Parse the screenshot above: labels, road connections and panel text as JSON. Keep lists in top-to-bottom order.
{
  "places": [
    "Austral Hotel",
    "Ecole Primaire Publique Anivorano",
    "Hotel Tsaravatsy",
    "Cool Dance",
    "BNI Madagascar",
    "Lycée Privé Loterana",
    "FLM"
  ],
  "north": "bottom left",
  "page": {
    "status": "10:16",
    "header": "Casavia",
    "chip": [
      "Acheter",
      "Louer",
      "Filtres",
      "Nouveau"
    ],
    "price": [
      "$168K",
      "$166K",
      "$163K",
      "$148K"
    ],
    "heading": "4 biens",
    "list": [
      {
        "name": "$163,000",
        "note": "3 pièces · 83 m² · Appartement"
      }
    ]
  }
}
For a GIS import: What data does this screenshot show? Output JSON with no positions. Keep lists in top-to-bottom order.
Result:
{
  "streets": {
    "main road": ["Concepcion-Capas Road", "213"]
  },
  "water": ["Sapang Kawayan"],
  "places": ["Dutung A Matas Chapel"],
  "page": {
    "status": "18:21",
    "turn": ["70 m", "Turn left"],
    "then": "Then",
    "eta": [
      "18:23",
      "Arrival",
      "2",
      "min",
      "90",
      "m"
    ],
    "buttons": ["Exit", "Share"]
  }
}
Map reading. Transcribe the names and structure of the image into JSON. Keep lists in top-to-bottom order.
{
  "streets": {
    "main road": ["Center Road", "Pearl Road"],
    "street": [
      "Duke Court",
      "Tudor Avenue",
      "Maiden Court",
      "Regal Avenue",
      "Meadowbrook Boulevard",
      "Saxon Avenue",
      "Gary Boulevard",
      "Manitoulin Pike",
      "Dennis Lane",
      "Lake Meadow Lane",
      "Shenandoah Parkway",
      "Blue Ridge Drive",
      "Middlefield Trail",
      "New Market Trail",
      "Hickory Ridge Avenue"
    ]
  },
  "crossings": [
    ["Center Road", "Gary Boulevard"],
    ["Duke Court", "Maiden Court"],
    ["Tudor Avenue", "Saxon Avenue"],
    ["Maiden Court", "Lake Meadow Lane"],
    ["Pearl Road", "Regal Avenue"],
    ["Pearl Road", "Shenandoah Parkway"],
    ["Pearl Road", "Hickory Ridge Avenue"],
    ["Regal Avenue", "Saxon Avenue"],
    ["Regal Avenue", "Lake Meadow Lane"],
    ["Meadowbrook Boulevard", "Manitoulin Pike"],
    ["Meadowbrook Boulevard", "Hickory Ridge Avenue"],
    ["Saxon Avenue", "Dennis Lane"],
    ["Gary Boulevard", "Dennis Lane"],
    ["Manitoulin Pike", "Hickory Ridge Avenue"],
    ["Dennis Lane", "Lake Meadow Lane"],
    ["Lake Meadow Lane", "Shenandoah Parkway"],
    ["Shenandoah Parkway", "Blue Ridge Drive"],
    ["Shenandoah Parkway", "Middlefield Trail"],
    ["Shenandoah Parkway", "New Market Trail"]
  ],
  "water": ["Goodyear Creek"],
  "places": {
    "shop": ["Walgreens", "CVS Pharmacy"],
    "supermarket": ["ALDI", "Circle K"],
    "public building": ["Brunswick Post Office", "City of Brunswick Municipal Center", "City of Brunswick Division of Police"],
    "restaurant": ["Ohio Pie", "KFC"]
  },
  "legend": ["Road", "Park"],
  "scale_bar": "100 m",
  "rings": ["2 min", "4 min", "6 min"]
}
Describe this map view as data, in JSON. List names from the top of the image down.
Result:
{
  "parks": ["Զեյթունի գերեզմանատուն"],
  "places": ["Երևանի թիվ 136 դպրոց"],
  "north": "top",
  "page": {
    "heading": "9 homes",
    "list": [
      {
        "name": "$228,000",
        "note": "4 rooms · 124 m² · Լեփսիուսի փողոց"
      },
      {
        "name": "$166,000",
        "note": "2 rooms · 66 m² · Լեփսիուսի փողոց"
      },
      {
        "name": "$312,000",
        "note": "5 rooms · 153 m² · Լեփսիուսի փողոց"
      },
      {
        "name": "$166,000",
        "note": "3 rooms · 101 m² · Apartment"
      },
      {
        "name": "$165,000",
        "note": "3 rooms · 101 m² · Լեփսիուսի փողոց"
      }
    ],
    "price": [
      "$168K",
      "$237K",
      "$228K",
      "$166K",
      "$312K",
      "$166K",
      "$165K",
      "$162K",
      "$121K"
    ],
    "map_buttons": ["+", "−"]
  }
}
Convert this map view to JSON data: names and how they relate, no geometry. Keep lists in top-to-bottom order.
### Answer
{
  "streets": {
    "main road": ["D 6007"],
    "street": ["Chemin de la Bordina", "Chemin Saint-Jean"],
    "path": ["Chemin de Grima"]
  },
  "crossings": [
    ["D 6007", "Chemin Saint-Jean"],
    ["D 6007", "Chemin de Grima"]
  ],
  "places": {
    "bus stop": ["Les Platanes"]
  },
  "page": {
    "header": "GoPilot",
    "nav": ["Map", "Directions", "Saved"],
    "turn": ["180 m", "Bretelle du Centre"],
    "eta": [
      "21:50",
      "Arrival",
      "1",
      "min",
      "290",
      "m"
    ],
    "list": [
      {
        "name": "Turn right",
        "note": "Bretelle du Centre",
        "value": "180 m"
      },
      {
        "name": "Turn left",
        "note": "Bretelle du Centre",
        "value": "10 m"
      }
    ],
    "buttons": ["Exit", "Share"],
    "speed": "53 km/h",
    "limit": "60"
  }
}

→ Directions: Search the data above for lines holding "main" and copy each of them.

→ Expected answer:
    "main road": ["Concepcion-Capas Road", "213"]
    "main road": ["Center Road", "Pearl Road"],
    "main road": ["D 6007"],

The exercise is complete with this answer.